DIE ZEIT: Der Leistungsdruck in den Schulen und Hochschulen ist enorm. Viele Abiturienten glauben, sie müssten immerzu »effizient« und zielstrebig sein und auch ihr Studium schnell durchziehen – weil sie sonst keine Chance auf dem Arbeitsmarkt hätten.

Jutta Allmendinger: Das Problem fängt ja tatsächlich schon in der Schule an. Durch die Schulzeitverkürzung gehen viel weniger Schüler für ein Jahr ins Ausland als früher. Gleichzeitig führt das achtjährige Gymnasium zu einer frühen Einschränkung des Fächerspektrums. Inzwischen müssen sich schon 15-Jährige entscheiden, welche Profilkurse sie wählen. Aus den Profilkursen werden Leistungskurse, aus den Leistungskursen ergibt sich für viele die Studienentscheidung. Diese Hast ist ein Riesenproblem – vor allem wenn man bedenkt, dass wir alle arbeiten werden müssen, bis wir weit jenseits der 67 sind.

ZEIT: Was heißt das fürs Studium?

Allmendinger: Wir brauchen eine Verbreiterung des Studiums, keine Verengung, wie wir sie gegenwärtig im Bachelor erleben. Wir brauchen eine Art Studium generale, das die Studenten auf ein Berufsleben vorbereitet, das geprägt sein wird von mehreren unterschiedlichen Karrieren mit Umschulungen und Weiterbildungen. Wir brauchen auch obligatorische Auslandsaufenthalte, um die Erfahrung nachzuholen, die in der Schule kaum noch möglich ist. An sich wäre das Angebot eines solchen Studiums Aufgabe der Universitäten, doch da die sie zurzeit nicht erfüllen, rate ich zur Eigeninitiative.
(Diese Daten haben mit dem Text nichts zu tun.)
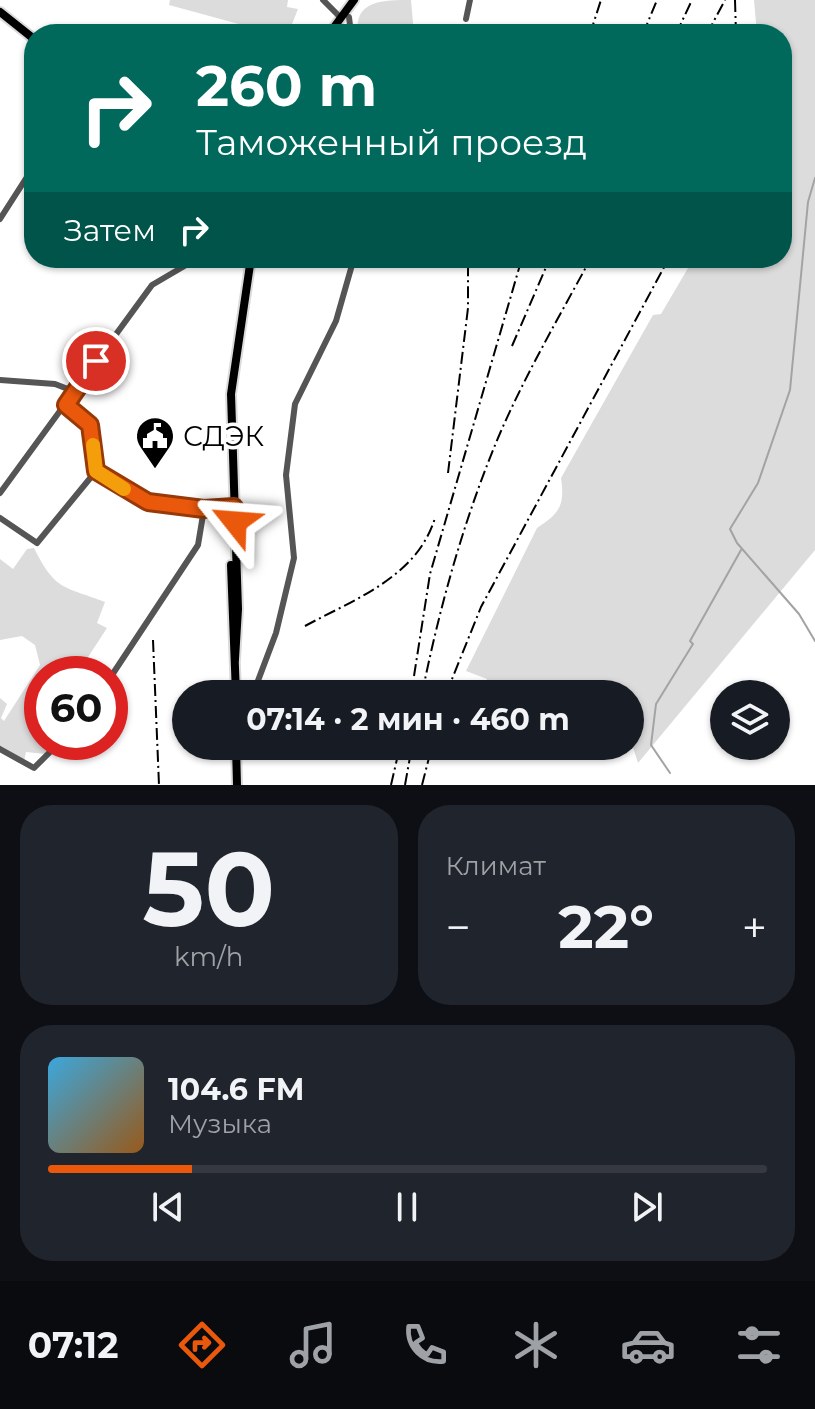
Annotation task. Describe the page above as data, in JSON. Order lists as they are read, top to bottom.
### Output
{
  "places": {
    "public building": ["СДЭК"]
  },
  "page": {
    "turn": ["260 m", "Таможенный проезд"],
    "then": "Затем",
    "limit": "60",
    "trip": "07:14 · 2 мин · 460 m",
    "tile": [
      ["50", "km/h"],
      "Климат"
    ],
    "heat": ["−", "22°", "+"],
    "song": ["104.6 FM", "Музыка"],
    "tabs": "07:12"
  }
}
ZEIT: Wie soll die aussehen?

Allmendinger: Eigeninitiative bedeutet, dass man sich eben nicht nur auf sein eines Studienfach konzentriert, sondern auch in andere Fächer und Vorlesungen hineinschnuppert, Praktika macht, dem eigenen Wissensdrang folgt – und sich im Zweifel Zeit dafür lässt. Nur das ist für mich auch ein effizientes Studium – effizient in Hinblick auf das, was für das ganze Leben gut ist und nicht nur für den schnellstmöglichen Eintritt in den Arbeitsmarkt.

ZEIT: Aber wie erkläre ich diese Gemächlichkeit meinem Arbeitgeber, der jede Menge Bewerbungen von Einserabsolventen bekommt, die in Rekordzeit studiert haben? Wird einem da nicht schnell Unentschlossenheit unterstellt?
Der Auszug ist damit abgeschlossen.